A mixed bag

Published September 18, 2005

“FREEDOM of the press is said to be one of the basic pre-requisites of democracy. In Pakistan’s chequered history the press has never experienced freedom as now..”. (Letter to the Editor, Sep 12). And then Freeman Arshad Hyder of Peshawar goes on to grumble that this freedom we have is no use as “the government does not pay any heed to what is written about it in the press...”.

What makes Mr Hyder feel that the men who rule Pakistan are intelligent, well read, or even enlightened moderates? Ever since the demise of Mohammad Ali Jinnah, all who have assumed power, grabbed power, or claimed that it was thrust upon them have played the same game : stay in the top slot for as long as possible, adopt any ways and means to win the ‘grab as grab can’ tournament, until shot out ignominiously or rendered dead.

One thing we need to understand is that the local press feels that it is justified in printing whatever it is paid to print, whether it be true or false, sense or senseless, believable or unbelievable, palatable or unpalatable. The obligation to the million or so readers (that’s about it when it comes to the literates able to tackle a newspaper) is fulfilled as long as the declaration is clear : the matter is an ‘advertisement’, or, as has become the fashion, an ‘advertisement supplement’.

For instance, yesterday the English-language press and for sure the Urdu press carried ‘advertisement supplements’ greeting the man in self-exile, the man who on his own admittance cannot set one foot in Pakistan in case he is killed, the man who had (prior to the present government and its coalition partner) a string of criminal cases against him — none other than Altaf Hussain of London Town, citizen of the United Kingdom, Quaid-i-Tehreek to his loyal followers.

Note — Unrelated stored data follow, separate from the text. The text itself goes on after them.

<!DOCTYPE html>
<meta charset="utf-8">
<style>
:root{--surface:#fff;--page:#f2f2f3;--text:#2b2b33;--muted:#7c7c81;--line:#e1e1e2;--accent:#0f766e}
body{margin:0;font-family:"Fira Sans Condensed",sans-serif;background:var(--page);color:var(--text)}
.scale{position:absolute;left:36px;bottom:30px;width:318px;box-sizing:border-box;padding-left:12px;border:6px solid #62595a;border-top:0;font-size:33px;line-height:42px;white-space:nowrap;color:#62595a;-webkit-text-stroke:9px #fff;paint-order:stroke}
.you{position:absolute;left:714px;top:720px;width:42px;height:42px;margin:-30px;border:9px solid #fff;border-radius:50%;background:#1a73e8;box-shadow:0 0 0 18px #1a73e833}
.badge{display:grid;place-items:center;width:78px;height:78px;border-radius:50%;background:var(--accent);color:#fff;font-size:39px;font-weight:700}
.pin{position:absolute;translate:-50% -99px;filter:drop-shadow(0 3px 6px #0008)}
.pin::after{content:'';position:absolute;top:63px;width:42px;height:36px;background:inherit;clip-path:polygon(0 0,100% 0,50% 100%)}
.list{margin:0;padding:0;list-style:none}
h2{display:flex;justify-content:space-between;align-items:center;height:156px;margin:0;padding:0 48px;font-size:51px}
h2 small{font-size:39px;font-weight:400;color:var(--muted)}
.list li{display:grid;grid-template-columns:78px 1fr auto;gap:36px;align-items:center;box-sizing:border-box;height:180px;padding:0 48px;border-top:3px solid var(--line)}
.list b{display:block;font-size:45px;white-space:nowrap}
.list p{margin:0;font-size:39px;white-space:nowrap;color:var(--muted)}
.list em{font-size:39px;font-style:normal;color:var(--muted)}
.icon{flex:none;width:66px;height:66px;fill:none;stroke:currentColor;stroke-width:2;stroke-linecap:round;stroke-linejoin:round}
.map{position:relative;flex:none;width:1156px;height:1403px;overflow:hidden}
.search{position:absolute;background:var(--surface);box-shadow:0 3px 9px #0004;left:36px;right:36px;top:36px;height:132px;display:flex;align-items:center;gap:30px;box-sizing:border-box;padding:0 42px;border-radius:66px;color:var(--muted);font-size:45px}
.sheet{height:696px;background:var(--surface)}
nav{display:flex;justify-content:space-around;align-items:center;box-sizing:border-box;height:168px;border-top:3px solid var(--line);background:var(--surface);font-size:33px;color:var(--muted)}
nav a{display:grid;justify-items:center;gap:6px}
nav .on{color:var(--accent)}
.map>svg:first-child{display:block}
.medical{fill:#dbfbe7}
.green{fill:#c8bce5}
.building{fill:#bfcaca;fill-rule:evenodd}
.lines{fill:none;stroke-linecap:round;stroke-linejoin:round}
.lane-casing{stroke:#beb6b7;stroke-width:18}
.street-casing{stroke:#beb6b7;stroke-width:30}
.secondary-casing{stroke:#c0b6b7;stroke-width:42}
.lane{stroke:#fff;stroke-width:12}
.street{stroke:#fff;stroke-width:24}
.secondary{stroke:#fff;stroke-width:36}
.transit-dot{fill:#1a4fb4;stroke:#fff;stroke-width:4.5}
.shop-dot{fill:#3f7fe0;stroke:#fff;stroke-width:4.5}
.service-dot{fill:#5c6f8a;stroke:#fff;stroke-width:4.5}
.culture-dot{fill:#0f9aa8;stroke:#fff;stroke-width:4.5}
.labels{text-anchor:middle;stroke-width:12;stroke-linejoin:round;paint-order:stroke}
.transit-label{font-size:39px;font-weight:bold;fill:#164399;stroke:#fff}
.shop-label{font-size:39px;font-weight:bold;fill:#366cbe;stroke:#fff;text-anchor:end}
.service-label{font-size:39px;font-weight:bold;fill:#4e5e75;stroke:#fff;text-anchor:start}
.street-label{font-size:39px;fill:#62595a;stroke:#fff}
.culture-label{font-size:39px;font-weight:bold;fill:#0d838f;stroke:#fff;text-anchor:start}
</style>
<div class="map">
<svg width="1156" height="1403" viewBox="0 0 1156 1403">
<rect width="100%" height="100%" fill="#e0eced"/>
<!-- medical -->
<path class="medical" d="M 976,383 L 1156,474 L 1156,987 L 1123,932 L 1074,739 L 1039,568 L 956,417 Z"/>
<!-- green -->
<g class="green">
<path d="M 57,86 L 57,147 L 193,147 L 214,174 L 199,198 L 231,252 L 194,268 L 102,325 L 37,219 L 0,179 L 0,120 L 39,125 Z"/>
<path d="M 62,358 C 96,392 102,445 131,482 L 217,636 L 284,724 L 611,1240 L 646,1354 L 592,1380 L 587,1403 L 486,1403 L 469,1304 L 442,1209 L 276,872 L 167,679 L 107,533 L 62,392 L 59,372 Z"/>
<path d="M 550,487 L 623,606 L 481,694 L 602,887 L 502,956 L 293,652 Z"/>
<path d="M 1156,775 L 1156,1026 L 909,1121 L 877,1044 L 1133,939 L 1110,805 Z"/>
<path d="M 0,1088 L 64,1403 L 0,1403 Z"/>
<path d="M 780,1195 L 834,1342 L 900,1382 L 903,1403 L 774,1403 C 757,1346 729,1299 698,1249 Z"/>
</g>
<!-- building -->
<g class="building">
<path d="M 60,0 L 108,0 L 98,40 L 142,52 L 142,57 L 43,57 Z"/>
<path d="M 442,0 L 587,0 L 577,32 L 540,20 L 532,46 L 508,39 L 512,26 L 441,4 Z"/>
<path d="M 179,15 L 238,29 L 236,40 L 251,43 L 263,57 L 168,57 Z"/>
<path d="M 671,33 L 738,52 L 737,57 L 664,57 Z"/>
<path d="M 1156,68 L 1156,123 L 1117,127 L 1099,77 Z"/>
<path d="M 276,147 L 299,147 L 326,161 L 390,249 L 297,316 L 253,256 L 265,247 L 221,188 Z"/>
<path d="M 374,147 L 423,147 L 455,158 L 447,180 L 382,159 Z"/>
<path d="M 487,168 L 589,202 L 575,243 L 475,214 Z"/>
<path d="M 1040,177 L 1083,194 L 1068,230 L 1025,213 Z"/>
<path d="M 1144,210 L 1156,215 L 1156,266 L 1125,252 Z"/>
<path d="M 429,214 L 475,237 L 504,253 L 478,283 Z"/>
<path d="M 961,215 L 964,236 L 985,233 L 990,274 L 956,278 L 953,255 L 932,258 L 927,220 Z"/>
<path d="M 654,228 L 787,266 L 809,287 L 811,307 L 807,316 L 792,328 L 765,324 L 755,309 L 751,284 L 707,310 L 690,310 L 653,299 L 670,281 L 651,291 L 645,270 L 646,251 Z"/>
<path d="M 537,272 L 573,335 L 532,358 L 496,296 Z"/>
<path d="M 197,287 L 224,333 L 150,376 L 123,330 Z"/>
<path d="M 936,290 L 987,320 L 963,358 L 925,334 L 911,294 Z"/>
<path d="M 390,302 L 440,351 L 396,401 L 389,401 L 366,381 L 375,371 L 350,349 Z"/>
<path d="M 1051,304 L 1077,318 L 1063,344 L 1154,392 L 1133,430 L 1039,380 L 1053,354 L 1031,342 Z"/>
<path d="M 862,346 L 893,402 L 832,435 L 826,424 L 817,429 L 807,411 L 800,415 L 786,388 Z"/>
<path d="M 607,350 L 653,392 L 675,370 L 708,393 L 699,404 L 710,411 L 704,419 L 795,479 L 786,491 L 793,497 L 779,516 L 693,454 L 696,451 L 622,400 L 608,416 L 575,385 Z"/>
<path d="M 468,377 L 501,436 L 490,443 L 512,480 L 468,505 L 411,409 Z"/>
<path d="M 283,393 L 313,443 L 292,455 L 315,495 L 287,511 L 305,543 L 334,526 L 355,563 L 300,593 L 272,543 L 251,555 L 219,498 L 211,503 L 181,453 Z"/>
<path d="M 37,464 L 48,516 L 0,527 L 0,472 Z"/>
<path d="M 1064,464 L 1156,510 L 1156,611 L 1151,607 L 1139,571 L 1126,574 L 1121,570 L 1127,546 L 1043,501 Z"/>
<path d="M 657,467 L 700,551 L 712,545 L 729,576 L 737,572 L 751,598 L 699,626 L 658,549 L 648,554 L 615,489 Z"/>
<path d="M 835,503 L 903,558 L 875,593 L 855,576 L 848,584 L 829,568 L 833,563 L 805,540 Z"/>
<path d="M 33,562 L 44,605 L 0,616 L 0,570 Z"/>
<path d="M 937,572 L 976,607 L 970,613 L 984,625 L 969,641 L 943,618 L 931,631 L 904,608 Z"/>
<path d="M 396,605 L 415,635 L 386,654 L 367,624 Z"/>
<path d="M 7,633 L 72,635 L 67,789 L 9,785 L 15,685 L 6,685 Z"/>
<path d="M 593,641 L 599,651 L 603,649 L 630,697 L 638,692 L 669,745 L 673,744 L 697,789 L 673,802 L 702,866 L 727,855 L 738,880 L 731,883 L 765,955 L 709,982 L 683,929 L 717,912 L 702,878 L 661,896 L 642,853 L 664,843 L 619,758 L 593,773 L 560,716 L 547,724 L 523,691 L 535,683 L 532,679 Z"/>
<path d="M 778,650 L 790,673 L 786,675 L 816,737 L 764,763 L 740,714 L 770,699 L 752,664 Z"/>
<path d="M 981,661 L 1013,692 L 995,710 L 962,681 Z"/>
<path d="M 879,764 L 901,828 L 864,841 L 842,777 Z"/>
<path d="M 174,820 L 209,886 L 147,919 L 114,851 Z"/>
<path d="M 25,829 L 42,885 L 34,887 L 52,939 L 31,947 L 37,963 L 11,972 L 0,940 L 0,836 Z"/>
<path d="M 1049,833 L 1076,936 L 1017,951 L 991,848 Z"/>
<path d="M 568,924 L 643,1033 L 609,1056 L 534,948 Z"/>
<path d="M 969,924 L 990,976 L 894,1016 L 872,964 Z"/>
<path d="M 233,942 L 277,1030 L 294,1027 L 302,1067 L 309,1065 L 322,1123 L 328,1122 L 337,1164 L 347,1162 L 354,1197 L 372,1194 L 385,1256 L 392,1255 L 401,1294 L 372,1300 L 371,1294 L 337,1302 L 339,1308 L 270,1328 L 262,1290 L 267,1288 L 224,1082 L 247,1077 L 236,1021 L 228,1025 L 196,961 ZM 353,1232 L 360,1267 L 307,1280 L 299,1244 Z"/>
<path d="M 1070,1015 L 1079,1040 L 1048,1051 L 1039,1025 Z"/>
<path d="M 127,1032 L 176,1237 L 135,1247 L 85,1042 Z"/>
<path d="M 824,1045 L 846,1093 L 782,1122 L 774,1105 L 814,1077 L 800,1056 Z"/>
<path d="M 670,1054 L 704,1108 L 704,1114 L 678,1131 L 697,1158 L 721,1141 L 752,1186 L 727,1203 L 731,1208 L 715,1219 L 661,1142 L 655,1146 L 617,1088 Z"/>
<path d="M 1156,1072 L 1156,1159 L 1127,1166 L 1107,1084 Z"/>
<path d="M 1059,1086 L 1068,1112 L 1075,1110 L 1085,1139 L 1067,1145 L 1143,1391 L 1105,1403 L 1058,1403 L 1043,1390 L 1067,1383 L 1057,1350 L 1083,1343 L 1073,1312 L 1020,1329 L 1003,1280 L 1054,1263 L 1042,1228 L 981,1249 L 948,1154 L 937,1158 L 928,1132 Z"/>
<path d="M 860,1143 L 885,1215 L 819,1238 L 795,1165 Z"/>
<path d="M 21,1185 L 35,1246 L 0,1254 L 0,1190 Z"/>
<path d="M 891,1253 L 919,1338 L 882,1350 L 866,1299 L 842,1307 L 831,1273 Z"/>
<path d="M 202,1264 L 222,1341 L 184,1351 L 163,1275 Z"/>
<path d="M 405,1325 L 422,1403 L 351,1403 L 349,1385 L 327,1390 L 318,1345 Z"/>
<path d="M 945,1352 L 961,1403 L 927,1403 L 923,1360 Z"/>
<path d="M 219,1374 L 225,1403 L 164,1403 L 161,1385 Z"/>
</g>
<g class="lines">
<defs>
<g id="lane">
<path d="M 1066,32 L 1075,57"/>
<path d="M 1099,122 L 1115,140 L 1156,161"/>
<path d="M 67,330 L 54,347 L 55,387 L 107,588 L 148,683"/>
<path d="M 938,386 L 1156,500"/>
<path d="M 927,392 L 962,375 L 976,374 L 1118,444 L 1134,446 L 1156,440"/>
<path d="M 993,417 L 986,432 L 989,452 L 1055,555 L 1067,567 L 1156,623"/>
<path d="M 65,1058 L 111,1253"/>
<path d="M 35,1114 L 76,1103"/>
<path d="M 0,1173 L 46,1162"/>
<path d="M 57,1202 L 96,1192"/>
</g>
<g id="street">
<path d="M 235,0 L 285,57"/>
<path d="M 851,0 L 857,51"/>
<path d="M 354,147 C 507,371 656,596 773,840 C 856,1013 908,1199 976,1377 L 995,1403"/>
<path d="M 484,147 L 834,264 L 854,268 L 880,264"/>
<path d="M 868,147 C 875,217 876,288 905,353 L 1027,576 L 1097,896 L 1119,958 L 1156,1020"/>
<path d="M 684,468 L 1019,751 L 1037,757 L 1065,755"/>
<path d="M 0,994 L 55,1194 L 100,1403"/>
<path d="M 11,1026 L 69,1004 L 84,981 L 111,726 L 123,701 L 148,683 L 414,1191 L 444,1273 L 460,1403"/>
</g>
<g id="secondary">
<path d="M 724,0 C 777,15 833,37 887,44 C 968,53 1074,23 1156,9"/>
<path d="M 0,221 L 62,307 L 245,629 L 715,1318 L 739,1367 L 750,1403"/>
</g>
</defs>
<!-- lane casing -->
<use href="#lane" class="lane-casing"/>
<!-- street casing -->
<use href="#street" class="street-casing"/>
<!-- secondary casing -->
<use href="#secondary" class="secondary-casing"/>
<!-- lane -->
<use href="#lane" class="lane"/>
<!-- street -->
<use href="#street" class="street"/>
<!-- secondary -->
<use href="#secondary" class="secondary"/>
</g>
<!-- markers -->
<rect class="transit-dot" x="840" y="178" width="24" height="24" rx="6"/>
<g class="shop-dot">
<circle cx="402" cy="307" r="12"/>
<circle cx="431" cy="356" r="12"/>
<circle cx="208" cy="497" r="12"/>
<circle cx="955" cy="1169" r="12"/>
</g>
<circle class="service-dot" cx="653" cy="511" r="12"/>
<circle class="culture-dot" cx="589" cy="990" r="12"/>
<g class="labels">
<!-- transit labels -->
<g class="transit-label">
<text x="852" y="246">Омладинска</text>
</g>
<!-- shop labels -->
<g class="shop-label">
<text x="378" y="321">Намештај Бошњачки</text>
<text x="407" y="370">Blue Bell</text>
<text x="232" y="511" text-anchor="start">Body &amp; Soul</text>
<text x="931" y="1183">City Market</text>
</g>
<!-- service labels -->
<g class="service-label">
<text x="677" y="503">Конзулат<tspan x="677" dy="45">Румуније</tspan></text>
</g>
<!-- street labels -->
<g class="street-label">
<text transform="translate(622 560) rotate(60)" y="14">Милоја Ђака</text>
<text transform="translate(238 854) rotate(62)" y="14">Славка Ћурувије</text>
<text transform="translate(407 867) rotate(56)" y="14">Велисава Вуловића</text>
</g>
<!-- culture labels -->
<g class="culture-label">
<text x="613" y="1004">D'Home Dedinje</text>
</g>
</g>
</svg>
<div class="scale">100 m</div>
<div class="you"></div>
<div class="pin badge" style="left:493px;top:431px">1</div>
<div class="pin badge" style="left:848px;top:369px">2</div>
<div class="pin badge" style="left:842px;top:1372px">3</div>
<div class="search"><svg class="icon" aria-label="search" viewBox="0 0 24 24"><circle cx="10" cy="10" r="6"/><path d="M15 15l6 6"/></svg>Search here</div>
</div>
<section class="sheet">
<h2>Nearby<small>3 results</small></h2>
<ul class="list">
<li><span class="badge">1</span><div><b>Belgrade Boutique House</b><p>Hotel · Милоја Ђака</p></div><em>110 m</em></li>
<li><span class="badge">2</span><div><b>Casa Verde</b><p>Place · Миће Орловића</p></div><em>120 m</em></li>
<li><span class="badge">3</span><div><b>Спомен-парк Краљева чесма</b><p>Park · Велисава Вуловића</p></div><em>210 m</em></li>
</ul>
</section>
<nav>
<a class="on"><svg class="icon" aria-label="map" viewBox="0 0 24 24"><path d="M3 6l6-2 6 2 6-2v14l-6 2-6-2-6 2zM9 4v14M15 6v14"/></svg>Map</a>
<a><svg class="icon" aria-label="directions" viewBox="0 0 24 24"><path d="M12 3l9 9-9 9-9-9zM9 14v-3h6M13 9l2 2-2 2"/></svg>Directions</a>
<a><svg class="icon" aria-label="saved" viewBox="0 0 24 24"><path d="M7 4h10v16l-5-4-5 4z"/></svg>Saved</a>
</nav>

He was sent ‘hearty greetings’ on the auspicious occasion of his 52nd birthday, inter alia, by Salahuddin Haider, adviser to the chief minister ‘For Information & Archives’ who also penned a paen to the Quaid under the heading ‘A portrait in sincerity’, by Shoaib Ahmed Bokhari, Sindh minister for planning & development, by the National Highway Authority, by the National Highways & Motorways Police, by the Karachi Port Trust, by Port Qasim Authority, by the Pakistan National Shipping Corporation, by the Pakistan Public Works Department, by Wasim Akhtar, adviser to chief minister, Sindh, for local government, etc, by Syed Safwanullah, federal minister of housing and works, etc — in other words, dear readers, by you and I, the taxpayers who have footed the bill for these supplements so generously inserted by our beloved chosen representatives.

Such is the freedom allowed by Musharraf’s government that even supplements on Asif Zardari are printed. There is no discrimination or self-censorship when it comes to money flowing in.

Moving on to matters of greater import, President General Pervez Musharraf has reportedly made yet another bad blunder. According to the Washington Post, on September 13 in New York, whilst being interviewed and questioned on the Mukhtaran Mai issue, he is quoted as having said : “You must understand the environment in Pakistan. This has become a money-making concern. A lot of people say if you want to go abroad and get a visa for Canada and citizenship and be a millionaire, get yourself raped.” He has since denied that he himself made any such suggestion ; he was merely repeating what “a lot of people say.” Why does he have to mindlessly repeat what “a lot of people say”?

There are many who wonder why it is that he has allowed himself to be surrounded by arch-sycophants and tuft-hunters who cocoon and misguide him. Should we feel sorry for the man? After all, it can be extremely lonely at the top. An editorial in this newspaper on September 16 on the subject of his disastrous remark in New York ends by stating that “the president owes it to the women of Pakistan to clarify his comments.” This would be fatal. His sycophantic wardens will further sink him.

But all is not lost. For almost 60 years I have been a reader of Dawn and without fail read the third editorial first. On September 15, the subject of the third editorial was the ‘Mounting backlog of cases’ in the Supreme Court. The Chief Justice of Pakistan, Iftikhar Mohammad Chaudhry, is starting off this new judicial year with a backlog of over 30,000 cases. Whew! This is enormous and must be addressed somehow or the other.

Yet, with all this at his back, Chief Justice Chaudhry, prompted by a column printed in Dawn on September 8 (the latest of one of the many columns written on the subject), has taken suo moto notice of the environmentally disastrous ‘New Murree’ scheme (or scam) which, if it happens, will cause the murder of hundreds of thousands of coniferous trees, thus causing soil erosion, with consequential landslides, and affecting the annual rainfall and thus the storage of the Rawal dams.

Our rulers and their politicians, together with their ‘developer’ sidekicks, will stop at nothing to assuage their greed — they blatantly and shamelessly air their contempt for their country and its people.

Well done, our new Chief Justice, who obviously loves and knows the value of trees and forests and can feel for the environment. We must just hope that this case does not get lost amidst the 30,000.